WHAT THE TASK ASKS: Copy out every line in the entries below that includes "river".

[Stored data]
^^^^^^^^^^^^^^^^
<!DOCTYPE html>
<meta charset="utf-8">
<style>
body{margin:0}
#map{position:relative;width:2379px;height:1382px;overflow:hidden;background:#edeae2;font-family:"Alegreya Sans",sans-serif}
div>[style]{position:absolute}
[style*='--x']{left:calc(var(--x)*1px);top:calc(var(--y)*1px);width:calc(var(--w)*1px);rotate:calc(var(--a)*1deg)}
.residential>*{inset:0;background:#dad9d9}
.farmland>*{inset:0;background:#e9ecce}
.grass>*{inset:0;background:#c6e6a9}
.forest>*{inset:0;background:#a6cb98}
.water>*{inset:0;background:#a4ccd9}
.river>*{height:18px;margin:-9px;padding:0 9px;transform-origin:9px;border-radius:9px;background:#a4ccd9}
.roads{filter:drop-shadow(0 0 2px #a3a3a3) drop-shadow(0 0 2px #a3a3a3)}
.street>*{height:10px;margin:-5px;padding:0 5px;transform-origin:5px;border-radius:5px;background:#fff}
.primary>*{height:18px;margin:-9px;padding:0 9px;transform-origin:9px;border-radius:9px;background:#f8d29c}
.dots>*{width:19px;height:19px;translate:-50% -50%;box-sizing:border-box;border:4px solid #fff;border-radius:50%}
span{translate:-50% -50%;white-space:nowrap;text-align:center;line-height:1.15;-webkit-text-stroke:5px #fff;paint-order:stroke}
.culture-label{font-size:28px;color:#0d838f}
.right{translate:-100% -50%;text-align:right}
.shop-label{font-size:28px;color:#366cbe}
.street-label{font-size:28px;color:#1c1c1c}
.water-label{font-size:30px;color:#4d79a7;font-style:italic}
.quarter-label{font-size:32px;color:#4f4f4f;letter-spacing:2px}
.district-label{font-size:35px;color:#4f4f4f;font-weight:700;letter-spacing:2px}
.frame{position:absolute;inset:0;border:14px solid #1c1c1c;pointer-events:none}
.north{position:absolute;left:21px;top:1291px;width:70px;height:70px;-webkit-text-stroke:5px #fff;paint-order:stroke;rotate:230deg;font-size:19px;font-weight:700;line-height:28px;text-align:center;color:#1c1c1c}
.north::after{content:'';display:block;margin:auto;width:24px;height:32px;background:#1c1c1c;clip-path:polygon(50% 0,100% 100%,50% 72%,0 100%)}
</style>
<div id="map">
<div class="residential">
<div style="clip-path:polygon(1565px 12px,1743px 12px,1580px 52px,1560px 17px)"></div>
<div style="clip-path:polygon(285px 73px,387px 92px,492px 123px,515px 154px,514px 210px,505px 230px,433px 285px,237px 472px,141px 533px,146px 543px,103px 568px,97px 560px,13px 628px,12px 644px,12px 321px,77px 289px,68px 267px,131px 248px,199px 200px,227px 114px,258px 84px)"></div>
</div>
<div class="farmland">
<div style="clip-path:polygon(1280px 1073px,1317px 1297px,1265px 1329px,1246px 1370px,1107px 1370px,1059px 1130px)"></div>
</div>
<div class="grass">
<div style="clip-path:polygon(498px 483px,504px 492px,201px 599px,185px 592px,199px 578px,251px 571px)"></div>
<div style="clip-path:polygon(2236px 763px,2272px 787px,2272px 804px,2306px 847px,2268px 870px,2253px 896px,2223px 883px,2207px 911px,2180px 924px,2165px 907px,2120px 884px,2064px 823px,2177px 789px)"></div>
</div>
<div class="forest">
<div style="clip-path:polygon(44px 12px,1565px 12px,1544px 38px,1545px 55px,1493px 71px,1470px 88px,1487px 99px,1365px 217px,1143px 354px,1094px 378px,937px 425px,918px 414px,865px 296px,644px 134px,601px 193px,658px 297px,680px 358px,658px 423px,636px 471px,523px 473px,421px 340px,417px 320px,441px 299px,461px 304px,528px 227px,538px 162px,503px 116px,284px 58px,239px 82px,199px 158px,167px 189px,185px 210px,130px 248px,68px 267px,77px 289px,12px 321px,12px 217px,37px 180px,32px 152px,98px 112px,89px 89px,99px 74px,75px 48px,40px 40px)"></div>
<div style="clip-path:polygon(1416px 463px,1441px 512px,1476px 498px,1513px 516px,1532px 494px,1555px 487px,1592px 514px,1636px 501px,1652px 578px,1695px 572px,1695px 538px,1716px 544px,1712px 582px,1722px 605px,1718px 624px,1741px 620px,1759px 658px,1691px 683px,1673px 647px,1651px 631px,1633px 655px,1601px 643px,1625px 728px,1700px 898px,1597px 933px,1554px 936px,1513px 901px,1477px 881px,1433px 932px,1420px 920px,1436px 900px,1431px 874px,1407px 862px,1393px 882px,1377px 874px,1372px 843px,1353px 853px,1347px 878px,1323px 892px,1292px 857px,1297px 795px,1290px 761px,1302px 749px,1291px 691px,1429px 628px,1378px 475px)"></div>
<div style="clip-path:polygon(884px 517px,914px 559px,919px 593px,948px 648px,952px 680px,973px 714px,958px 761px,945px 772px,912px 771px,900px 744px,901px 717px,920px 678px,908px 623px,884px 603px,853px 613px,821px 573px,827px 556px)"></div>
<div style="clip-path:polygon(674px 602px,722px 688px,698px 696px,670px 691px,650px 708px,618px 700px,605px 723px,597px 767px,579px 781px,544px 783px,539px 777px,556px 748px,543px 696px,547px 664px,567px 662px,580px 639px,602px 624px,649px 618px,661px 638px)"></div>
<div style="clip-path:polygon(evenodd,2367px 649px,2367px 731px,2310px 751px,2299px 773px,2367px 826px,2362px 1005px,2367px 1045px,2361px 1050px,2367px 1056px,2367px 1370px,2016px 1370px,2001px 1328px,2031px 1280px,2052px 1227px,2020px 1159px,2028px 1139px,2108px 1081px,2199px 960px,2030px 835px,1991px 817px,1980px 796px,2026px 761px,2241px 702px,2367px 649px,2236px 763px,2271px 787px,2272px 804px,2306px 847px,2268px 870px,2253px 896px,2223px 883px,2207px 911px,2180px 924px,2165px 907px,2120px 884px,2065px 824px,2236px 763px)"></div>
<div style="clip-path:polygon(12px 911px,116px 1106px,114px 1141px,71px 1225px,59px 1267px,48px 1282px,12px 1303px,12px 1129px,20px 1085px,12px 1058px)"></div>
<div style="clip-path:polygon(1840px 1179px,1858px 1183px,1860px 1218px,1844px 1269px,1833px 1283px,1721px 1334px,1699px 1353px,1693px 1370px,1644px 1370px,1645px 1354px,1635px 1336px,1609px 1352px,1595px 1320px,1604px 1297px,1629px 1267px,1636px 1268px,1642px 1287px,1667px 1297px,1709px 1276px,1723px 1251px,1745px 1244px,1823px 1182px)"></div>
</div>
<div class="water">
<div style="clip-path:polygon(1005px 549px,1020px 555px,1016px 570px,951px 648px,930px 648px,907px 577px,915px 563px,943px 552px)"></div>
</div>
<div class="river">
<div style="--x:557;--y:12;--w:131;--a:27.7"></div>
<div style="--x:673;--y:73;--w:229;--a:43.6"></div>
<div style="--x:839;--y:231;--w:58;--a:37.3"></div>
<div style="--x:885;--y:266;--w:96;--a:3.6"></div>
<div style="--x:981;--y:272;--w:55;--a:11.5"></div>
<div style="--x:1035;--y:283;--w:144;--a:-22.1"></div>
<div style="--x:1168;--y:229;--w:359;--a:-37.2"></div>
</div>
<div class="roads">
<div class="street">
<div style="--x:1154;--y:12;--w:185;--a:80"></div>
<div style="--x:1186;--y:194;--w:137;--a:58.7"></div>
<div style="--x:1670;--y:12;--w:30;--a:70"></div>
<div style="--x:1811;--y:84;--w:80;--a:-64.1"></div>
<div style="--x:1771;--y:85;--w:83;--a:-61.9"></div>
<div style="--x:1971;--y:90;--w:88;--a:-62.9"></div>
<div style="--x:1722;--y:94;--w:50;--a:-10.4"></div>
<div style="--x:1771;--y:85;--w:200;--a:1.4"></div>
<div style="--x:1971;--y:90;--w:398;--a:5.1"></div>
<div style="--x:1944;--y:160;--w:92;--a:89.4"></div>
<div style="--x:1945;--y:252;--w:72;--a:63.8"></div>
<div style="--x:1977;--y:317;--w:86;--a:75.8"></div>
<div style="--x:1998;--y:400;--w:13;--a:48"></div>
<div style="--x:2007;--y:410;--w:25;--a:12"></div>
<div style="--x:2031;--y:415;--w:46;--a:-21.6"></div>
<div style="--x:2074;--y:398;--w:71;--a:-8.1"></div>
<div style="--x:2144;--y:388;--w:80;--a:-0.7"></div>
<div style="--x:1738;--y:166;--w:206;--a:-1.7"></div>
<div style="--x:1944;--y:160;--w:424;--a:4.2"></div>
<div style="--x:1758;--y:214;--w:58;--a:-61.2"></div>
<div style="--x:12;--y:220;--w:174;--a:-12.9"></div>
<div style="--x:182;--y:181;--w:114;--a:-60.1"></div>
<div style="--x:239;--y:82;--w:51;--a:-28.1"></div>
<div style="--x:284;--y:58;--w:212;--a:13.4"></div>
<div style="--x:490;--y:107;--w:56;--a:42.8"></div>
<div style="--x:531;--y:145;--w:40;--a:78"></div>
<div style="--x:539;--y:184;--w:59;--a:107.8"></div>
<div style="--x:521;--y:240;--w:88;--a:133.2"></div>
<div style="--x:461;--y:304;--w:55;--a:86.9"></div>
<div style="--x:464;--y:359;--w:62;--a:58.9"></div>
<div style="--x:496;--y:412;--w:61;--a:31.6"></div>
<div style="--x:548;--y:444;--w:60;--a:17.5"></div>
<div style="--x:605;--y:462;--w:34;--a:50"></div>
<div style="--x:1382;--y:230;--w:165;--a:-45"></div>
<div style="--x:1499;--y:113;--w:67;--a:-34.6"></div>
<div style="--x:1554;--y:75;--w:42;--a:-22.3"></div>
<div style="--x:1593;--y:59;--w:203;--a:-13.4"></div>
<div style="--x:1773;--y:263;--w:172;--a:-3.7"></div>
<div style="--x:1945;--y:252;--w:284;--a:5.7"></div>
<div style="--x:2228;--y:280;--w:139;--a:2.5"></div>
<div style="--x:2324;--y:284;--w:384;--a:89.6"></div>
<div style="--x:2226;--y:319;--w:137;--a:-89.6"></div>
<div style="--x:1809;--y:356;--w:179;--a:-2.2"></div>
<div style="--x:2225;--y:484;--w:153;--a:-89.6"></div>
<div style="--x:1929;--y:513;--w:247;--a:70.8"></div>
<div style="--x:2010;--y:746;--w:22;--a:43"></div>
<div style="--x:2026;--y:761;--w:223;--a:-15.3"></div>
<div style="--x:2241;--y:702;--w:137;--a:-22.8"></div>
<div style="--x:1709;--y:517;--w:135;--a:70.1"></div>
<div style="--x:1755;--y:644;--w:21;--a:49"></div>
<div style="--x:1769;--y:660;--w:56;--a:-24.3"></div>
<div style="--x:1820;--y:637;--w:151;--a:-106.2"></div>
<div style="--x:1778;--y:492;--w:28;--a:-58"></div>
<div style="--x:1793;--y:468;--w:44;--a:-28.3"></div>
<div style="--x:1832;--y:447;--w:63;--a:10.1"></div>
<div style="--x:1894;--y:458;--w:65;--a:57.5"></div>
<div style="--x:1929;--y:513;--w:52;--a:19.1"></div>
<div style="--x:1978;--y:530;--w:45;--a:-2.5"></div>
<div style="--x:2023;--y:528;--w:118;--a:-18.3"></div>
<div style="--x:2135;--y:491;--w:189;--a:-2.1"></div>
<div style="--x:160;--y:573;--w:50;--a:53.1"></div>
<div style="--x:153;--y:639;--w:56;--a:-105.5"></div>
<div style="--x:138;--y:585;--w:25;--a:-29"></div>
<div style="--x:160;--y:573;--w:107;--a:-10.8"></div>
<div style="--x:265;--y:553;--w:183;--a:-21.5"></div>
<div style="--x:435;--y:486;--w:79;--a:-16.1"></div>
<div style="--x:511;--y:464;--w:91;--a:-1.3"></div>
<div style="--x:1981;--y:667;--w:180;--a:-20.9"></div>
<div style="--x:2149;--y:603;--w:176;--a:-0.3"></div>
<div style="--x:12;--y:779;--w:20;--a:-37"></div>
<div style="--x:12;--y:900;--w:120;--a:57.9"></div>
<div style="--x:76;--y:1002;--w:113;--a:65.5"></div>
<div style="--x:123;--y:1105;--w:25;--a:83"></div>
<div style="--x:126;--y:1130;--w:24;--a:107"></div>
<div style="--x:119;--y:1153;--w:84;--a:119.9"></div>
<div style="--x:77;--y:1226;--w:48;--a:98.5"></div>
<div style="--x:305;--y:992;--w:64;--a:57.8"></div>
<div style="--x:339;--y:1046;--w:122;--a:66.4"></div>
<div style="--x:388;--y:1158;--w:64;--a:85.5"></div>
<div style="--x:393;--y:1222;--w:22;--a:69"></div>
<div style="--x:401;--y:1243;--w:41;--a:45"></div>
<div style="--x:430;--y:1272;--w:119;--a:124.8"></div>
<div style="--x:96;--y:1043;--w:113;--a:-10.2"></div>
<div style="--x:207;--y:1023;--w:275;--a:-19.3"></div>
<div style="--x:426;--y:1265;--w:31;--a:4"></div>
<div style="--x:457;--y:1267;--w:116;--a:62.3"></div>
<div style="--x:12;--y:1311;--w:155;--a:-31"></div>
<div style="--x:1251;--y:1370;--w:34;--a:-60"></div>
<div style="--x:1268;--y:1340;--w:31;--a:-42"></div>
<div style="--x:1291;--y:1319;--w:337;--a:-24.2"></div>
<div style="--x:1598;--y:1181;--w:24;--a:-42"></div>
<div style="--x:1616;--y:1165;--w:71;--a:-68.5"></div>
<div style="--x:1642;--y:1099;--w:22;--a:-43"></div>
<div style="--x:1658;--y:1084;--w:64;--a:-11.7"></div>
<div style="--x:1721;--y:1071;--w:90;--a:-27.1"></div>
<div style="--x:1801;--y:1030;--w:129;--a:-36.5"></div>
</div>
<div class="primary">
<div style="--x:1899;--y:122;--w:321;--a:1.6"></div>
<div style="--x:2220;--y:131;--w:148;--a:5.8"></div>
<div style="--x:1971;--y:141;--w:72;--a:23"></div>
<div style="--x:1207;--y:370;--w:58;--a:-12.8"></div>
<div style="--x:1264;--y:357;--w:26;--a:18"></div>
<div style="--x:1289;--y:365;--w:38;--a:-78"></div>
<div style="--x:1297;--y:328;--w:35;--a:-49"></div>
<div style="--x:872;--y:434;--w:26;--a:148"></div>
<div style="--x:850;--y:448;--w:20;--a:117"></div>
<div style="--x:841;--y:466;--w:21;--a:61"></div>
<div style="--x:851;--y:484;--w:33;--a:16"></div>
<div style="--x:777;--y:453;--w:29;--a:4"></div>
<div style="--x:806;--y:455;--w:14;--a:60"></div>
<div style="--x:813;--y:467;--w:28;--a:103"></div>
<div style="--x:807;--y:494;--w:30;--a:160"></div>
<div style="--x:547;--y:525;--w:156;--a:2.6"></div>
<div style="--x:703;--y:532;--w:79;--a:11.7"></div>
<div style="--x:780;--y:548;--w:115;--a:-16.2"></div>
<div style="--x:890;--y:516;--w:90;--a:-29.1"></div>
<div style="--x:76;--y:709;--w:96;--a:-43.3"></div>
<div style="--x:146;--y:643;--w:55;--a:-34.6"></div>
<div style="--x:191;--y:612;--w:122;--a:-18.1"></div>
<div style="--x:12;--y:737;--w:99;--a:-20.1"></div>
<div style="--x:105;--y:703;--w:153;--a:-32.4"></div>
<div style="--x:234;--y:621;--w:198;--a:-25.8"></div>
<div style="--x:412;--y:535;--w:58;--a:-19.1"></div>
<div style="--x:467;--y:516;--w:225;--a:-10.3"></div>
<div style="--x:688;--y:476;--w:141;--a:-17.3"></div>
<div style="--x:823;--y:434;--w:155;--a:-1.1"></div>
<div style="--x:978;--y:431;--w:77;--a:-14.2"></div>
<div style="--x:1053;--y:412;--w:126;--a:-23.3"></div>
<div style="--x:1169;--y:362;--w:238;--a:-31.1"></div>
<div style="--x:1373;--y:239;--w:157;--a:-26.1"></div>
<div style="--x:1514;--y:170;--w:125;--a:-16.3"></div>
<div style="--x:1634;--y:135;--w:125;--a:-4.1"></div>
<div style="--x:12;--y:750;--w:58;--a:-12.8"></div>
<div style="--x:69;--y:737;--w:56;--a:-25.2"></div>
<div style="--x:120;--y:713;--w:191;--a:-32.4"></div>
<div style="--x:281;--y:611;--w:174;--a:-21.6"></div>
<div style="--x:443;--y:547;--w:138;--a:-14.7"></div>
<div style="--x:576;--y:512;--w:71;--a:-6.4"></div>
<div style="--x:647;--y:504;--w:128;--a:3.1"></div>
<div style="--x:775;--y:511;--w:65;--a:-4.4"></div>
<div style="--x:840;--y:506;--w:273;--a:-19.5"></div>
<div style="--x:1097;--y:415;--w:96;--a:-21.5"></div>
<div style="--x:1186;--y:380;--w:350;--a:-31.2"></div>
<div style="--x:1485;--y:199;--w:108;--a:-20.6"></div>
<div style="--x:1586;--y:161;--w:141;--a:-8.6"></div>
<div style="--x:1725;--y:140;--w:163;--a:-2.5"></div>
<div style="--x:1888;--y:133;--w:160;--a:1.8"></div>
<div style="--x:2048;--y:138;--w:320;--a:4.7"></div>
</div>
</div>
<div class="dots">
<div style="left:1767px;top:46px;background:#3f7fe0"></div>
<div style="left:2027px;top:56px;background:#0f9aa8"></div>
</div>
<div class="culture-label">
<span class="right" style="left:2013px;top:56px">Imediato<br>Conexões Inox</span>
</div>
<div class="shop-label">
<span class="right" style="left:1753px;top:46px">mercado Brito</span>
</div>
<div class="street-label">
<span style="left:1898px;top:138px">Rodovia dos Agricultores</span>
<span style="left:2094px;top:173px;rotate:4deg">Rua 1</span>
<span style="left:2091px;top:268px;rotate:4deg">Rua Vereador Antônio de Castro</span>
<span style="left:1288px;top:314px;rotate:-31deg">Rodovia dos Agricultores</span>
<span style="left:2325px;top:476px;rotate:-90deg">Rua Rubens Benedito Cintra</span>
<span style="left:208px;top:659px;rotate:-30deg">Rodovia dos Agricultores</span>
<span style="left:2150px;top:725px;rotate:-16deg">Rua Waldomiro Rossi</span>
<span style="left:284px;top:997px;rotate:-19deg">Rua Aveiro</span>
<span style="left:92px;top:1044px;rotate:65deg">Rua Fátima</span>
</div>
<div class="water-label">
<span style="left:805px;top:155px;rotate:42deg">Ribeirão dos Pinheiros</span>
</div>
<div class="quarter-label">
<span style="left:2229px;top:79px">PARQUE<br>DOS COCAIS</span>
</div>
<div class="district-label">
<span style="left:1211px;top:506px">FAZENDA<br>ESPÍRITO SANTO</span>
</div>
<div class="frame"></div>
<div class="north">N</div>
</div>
^^^^^^^^^^^^^^^^
SOLUTION:
.river>*{height:18px;margin:-9px;padding:0 9px;transform-origin:9px;border-radius:9px;background:#a4ccd9}
<div class="river">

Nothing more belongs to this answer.